**Problem description:**
Filter the records for lines holding the string "Paina".

Dataset entries:
● ● ● ● ●
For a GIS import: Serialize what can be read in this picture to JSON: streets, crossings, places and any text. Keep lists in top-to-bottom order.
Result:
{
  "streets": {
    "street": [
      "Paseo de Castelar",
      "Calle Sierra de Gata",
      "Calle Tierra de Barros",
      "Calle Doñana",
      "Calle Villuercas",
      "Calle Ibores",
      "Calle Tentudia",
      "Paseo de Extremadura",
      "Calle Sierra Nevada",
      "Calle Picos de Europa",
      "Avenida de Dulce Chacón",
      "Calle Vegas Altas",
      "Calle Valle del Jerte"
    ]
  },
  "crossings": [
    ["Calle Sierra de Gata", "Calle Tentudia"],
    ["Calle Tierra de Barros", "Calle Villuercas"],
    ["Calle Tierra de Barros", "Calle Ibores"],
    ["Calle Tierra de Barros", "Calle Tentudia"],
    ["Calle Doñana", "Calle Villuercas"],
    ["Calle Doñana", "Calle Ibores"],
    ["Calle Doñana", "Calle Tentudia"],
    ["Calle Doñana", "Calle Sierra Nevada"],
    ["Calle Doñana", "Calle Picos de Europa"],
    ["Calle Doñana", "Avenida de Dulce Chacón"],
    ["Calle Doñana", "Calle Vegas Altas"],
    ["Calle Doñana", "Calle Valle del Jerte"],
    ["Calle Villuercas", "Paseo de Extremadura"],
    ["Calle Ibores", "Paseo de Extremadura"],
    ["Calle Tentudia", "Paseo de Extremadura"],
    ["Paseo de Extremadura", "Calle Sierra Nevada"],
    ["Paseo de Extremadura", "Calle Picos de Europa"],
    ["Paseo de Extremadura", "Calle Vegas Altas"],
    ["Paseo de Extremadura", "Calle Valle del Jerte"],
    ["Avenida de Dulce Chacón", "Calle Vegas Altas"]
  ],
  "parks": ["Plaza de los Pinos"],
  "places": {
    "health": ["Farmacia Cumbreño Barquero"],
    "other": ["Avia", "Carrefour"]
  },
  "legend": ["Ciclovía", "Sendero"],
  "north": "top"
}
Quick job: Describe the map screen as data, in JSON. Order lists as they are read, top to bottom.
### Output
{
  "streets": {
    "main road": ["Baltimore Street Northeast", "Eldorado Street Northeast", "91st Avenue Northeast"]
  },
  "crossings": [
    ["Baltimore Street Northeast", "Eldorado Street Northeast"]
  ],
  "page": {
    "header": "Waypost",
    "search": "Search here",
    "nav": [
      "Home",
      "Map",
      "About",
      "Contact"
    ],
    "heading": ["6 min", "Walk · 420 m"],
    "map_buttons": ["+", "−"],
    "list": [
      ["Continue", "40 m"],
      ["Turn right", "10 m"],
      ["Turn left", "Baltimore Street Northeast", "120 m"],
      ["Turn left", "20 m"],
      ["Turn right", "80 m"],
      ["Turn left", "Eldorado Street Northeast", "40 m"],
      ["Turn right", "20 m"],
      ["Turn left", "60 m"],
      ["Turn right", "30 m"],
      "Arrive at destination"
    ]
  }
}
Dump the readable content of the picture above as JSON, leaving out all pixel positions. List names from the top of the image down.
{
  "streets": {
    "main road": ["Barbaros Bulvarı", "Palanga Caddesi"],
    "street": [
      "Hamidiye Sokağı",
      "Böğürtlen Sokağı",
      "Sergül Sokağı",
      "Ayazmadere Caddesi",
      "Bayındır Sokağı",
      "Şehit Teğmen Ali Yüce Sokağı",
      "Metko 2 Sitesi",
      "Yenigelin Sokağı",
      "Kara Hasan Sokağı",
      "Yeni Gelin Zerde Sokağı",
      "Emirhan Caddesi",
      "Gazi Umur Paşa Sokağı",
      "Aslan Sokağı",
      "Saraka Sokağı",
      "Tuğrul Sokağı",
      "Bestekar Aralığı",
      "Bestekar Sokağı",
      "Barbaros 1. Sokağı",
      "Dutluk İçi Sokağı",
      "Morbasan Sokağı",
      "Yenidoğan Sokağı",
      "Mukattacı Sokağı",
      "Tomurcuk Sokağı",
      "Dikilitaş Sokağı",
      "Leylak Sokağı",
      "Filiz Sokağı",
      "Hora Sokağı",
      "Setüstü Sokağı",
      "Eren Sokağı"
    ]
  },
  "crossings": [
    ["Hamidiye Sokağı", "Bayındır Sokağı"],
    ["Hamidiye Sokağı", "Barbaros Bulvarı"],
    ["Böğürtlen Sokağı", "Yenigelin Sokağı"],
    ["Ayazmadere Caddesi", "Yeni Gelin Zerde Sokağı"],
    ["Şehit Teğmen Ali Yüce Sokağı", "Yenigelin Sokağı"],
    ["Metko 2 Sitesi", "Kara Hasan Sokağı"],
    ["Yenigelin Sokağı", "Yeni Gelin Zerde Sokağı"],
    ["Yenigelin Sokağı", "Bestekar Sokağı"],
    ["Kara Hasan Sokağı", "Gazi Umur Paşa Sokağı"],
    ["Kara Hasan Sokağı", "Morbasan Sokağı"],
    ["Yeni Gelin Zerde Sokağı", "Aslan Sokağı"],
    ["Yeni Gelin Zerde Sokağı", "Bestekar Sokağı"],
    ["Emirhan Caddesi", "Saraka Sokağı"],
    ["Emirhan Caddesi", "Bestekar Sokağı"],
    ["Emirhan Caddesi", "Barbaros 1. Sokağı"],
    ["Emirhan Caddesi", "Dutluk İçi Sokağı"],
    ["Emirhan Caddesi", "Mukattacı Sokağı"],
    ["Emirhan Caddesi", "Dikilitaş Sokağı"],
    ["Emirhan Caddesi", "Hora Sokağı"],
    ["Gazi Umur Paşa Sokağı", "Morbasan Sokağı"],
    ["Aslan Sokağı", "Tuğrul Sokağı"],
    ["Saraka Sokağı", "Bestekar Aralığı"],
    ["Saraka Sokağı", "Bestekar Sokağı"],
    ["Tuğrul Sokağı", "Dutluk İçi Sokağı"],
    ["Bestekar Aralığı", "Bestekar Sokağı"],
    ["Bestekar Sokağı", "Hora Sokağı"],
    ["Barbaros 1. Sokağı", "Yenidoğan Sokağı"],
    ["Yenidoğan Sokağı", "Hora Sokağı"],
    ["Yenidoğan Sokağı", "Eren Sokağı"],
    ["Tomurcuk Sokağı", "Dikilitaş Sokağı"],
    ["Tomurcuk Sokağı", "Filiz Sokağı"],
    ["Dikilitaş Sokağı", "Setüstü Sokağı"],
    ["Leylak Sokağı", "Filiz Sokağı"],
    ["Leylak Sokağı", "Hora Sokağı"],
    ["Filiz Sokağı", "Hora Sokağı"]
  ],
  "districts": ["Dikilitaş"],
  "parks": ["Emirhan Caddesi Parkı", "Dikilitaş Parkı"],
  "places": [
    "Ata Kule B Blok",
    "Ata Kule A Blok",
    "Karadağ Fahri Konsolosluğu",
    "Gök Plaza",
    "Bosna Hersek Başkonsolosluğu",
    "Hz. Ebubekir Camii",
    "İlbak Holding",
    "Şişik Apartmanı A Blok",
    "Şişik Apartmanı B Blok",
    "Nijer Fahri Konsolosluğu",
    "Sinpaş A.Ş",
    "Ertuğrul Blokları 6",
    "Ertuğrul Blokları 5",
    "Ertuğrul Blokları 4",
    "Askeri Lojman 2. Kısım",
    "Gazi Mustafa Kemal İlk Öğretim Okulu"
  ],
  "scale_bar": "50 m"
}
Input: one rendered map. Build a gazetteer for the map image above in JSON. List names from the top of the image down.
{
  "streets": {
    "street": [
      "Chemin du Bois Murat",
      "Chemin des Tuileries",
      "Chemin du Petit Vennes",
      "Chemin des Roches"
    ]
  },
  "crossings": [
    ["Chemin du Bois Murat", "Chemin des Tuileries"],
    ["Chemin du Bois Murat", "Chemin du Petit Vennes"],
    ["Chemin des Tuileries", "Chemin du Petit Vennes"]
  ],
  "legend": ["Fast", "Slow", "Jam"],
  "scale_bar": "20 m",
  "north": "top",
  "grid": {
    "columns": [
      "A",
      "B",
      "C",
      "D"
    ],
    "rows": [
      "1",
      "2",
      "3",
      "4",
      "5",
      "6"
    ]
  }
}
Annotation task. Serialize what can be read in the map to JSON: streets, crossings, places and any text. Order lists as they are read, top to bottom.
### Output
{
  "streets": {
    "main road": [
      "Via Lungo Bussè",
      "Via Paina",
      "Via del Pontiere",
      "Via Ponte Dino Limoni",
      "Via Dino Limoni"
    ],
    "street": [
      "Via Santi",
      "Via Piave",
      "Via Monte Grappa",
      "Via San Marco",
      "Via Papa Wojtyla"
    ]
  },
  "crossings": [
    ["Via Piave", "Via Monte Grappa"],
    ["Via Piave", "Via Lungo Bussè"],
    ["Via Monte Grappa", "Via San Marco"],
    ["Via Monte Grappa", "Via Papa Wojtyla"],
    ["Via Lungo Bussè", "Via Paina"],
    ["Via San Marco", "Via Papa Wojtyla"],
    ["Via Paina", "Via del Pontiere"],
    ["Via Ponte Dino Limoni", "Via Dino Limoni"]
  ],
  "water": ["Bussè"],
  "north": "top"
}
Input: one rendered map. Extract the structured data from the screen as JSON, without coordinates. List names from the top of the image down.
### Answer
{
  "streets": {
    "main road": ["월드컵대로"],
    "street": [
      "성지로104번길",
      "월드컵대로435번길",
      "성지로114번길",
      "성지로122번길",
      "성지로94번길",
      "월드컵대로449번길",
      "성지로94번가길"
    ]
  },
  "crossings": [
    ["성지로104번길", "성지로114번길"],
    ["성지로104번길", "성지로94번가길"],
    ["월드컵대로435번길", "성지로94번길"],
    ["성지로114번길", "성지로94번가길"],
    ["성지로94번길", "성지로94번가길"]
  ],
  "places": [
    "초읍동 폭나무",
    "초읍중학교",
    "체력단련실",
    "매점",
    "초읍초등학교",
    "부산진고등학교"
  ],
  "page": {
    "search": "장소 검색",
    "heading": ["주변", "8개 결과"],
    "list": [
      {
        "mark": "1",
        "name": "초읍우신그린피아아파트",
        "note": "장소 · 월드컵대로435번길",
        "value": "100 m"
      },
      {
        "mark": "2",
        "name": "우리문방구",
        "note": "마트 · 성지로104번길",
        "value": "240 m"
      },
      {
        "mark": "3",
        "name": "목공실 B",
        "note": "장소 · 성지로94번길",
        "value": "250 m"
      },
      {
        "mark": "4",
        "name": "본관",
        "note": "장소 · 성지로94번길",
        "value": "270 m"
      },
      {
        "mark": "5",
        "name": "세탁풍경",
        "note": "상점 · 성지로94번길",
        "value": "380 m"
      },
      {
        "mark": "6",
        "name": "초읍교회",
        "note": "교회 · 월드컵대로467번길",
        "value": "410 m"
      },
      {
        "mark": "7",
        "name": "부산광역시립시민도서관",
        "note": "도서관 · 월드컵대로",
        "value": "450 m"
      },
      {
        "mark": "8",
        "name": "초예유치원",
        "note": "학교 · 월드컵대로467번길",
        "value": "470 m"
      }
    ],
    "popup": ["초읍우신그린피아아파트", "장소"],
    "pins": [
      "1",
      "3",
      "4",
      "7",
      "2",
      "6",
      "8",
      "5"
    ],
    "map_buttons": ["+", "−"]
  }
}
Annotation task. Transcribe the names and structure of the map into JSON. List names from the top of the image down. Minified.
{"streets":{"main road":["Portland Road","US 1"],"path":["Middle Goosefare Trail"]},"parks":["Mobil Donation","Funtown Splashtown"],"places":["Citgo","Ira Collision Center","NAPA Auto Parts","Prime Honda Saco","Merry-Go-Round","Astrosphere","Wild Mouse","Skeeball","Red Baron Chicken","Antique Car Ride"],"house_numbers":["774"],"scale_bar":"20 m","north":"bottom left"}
● ● ● ● ●
**Result of the exercise:**
      "Via Paina",
    ["Via Lungo Bussè", "Via Paina"],
    ["Via Paina", "Via del Pontiere"],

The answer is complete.